Il conto sale senza margine di errore
La differenza tra i due scenari non è lineare. Non stiamo parlando di un raddoppio dei danni, ma di un salto netto di scala. Il sistema economico italiano — agricoltura, industria, turismo — reagisce in modo sempre meno proporzionale con l'aumentare della temperatura. La siccità del 2015-2018 ha colpito soprattutto il Centro-Sud, ma le proiezioni a +2°C estendono il perimetro geografico e moltiplicano la durata degli stress idrici.
Le stime del CMCC incorporano scenari di riduzione delle precipitazioni, aumento dell'evapotraspirazione e calo della produttività in settori a elevata intensità idrica. L'impatto sul PIL non deriva solo dalle perdite dirette in agricoltura, ma anche dalle interruzioni nelle catene di fornitura industriale e dal minor consumo interno. Il lavoro scompare dove le filiere si accorciano o si fermano.
Nessun settore rimane indenne
L'agricoltura è il primo settore che viene in mente, ma non l'unico. La produzione elettrica — ancora dipendente da impianti a raffreddamento ad acqua — subisce inefficienze operative. Il turismo alpino e lacustre perde appeal con laghi bassi e nevicate scarse. L'industria manifatturiera del Nord, che consuma acqua per processi di raffreddamento e lavorazione, si trova a razionare o delocalizzare.
960.000 posti di lavoro non sono una stima astratta. Sono tre volte il personale di Poste Italiane, oppure l'intera forza lavoro delle province di Parma, Piacenza e Reggio Emilia messe insieme. Il dato prende forma in stabilimenti che rallentano, campi che riducono le colture, cantieri che si fermano per carenza di risorse idriche.

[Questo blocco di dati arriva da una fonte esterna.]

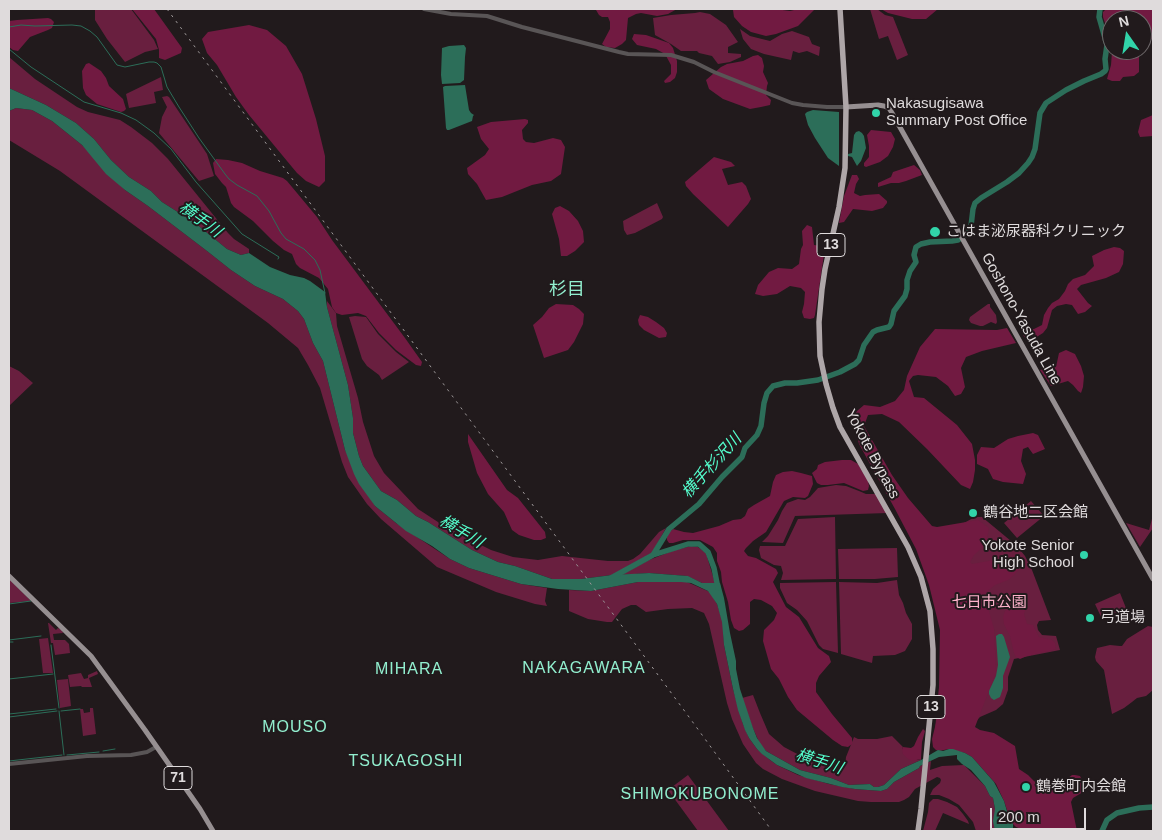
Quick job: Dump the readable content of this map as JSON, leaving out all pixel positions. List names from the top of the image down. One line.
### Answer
{"streets":{"highway":["13","Yokote Bypass"],"main road":["Goshono-Yasuda Line","71"]},"crossings":[["Goshono-Yasuda Line","Yokote Bypass"]],"districts":["杉目","NAKAGAWARA","MIHARA","MOUSO","TSUKAGOSHI","SHIMOKUBONOME"],"water":["横手川","横手杉沢川"],"parks":["七日市公園"],"places":["Nakasugisawa Summary Post Office","こはま泌尿器科クリニック","鶴谷地二区会館","Yokote Senior High School","弓道場","鶴巻町内会館"],"scale_bar":"200 m","north":"top"}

Il punto è concreto: il riscaldamento a +2°C non è uno scenario catastrofista. È la traiettoria che stiamo percorrendo. E per l'Italia, che non ha sabbie bituminose né piogge tropicali, ogni decimo di grado in più si traduce in vulnerabilità economica misurabile. Il conto è stato fatto. Resta da vedere se qualcuno lo pagherà prima che arrivi.